- _AIM OF THE TASK_: The output is the lines below from the one with "display:flex; align-items:center; gap:18px;" through the one with "display:flex; justify-content:space-evenly; align-items:center;", both included, printed exactly and with no other line.

- _DATASET RECORDS_:
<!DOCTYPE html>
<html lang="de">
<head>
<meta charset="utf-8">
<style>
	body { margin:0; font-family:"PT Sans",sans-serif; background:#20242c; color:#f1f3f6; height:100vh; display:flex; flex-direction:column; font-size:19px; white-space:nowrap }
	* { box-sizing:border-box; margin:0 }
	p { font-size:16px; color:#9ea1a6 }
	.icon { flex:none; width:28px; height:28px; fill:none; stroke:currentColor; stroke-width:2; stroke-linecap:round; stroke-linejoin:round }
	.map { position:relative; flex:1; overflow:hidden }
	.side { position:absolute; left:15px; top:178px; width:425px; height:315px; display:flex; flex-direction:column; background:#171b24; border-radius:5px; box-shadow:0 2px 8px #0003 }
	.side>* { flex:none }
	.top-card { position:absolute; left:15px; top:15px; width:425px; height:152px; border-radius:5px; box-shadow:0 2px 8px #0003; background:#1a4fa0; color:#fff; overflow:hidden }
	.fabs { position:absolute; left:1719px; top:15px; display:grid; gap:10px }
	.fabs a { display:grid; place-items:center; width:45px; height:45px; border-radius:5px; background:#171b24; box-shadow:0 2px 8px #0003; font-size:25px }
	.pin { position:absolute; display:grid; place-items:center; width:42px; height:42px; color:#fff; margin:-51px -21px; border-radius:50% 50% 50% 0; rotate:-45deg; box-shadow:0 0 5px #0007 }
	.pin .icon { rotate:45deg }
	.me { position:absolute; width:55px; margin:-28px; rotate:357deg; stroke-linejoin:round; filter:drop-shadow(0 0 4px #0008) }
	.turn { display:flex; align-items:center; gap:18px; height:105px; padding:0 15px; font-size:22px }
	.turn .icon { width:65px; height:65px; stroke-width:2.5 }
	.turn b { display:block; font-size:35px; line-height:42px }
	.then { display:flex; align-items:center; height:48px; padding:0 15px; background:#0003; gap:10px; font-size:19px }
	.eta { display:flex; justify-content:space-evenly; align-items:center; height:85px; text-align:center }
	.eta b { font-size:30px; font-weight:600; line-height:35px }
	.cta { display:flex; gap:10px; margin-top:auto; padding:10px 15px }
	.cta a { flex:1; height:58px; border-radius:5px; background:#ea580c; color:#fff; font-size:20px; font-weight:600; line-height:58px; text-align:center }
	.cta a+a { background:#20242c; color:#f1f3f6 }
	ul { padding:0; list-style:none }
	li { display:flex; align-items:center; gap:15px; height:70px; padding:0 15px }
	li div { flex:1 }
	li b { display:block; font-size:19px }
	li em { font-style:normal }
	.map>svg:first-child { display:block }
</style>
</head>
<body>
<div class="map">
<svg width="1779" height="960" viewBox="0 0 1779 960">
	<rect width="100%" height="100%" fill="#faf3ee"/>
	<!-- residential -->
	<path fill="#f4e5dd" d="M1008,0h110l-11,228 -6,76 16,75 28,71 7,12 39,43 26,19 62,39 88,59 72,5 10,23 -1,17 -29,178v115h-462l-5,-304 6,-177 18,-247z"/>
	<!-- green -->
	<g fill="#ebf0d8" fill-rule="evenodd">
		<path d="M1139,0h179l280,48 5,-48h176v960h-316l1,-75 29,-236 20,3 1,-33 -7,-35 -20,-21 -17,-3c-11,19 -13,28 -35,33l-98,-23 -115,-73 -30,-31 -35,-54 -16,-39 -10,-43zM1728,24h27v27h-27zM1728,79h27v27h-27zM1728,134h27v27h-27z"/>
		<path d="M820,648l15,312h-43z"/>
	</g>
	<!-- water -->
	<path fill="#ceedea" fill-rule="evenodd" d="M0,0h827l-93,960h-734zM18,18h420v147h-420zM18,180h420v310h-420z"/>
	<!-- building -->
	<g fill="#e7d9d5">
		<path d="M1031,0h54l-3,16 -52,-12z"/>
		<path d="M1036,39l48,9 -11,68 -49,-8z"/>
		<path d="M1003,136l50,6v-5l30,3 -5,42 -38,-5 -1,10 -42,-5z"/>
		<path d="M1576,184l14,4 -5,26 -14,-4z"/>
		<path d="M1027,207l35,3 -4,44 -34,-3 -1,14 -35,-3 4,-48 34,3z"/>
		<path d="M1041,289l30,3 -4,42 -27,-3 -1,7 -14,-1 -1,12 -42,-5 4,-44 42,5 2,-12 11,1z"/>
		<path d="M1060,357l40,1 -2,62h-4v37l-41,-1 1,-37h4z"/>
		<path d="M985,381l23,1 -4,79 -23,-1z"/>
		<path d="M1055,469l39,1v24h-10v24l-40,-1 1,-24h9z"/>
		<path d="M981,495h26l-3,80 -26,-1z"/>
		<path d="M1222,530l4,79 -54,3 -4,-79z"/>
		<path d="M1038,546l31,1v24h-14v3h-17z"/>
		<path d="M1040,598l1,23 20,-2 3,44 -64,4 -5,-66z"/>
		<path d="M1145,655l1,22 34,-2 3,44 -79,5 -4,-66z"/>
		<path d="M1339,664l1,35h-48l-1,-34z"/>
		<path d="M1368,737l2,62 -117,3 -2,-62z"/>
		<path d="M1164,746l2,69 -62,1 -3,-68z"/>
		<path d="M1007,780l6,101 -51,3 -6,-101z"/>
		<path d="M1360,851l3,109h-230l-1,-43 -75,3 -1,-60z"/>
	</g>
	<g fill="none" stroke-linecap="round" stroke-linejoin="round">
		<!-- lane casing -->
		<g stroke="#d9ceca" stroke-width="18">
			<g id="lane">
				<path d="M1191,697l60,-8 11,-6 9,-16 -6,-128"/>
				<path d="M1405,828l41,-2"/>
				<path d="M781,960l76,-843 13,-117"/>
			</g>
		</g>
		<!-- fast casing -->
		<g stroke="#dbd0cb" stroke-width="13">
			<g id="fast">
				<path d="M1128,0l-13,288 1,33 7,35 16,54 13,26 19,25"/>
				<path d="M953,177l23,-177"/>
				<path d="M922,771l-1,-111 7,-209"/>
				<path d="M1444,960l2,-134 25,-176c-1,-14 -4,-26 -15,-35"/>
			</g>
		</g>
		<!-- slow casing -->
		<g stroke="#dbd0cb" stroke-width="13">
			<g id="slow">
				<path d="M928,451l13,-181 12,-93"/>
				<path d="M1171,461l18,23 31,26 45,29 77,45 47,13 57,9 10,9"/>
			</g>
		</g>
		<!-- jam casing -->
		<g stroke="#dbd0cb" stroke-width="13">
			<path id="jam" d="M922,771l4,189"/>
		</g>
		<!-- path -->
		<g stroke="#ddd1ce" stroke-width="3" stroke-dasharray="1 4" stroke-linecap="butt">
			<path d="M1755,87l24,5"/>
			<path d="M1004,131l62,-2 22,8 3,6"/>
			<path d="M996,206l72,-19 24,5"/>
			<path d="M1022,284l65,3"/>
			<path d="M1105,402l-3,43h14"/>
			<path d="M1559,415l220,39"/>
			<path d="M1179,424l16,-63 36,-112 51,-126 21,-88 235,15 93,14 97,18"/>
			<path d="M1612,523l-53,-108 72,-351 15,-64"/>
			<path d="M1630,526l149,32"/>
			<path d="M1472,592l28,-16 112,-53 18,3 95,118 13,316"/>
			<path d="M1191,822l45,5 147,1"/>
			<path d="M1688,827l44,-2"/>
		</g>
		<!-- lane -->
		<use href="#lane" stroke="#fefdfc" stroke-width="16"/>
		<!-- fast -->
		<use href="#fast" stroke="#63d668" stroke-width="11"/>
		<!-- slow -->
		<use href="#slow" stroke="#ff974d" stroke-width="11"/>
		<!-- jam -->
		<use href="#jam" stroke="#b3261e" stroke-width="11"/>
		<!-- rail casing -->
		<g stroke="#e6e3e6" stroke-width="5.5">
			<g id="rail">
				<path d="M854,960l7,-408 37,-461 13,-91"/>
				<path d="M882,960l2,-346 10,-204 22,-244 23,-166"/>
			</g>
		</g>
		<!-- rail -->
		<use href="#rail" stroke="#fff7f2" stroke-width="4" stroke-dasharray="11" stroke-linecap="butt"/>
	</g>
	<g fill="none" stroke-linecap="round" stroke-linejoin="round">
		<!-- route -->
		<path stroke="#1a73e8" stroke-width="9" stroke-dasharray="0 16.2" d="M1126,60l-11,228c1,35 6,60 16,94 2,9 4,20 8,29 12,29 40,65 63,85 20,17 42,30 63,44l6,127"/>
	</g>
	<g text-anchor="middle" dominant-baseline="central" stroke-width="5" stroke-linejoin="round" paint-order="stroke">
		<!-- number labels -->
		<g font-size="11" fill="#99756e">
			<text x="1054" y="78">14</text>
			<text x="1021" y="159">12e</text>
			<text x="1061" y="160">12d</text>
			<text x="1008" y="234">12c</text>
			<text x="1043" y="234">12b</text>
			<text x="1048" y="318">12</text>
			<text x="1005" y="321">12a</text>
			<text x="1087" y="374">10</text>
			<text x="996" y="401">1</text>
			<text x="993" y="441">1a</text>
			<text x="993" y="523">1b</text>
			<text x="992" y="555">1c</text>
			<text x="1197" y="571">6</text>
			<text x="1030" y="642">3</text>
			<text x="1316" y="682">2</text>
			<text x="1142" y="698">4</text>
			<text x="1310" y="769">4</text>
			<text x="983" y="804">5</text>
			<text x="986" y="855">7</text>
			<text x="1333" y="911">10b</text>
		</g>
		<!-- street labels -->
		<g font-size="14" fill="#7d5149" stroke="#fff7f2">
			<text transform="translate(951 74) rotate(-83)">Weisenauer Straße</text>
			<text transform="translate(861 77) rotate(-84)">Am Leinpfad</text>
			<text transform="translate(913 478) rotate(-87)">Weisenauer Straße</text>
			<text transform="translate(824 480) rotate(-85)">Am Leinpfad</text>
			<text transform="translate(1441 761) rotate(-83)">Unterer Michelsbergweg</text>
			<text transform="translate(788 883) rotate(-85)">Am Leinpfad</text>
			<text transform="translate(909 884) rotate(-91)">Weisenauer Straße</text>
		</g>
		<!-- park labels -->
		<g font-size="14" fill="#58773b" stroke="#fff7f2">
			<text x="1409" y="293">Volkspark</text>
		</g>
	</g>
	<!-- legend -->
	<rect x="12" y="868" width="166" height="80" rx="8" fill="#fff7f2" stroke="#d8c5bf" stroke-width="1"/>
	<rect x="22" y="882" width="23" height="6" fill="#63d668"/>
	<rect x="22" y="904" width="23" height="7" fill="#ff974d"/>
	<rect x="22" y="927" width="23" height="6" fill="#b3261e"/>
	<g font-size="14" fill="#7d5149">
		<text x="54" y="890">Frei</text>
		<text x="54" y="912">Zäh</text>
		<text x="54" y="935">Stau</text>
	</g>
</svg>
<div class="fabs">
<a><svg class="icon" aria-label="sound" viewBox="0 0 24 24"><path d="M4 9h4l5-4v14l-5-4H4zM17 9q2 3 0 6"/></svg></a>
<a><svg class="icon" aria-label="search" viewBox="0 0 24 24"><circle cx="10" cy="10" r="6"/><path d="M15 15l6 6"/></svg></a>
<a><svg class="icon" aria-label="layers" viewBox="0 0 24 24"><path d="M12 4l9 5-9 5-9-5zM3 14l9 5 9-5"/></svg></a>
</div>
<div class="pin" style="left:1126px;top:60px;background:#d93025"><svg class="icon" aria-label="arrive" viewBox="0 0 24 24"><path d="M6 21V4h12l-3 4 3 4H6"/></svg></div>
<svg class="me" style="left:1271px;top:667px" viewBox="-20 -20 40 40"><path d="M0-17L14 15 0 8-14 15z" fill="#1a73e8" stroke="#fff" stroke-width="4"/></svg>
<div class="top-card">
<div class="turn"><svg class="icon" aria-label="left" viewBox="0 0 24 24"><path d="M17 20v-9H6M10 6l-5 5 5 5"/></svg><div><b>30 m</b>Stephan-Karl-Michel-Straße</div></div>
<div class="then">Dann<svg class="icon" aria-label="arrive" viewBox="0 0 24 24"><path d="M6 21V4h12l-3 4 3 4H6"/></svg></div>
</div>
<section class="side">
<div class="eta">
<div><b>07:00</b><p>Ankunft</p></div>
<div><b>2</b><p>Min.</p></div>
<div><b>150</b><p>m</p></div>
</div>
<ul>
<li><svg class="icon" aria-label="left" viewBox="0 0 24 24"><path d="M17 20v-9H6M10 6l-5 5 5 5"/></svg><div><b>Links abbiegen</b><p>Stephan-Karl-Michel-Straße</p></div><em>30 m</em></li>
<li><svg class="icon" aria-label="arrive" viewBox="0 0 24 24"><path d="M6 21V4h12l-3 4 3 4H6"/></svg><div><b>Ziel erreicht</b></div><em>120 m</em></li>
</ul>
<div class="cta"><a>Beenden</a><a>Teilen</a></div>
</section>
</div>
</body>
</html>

- _YOUR RESPONSE_:
	.turn { display:flex; align-items:center; gap:18px; height:105px; padding:0 15px; font-size:22px }
	.turn .icon { width:65px; height:65px; stroke-width:2.5 }
	.turn b { display:block; font-size:35px; line-height:42px }
	.then { display:flex; align-items:center; height:48px; padding:0 15px; background:#0003; gap:10px; font-size:19px }
	.eta { display:flex; justify-content:space-evenly; align-items:center; height:85px; text-align:center }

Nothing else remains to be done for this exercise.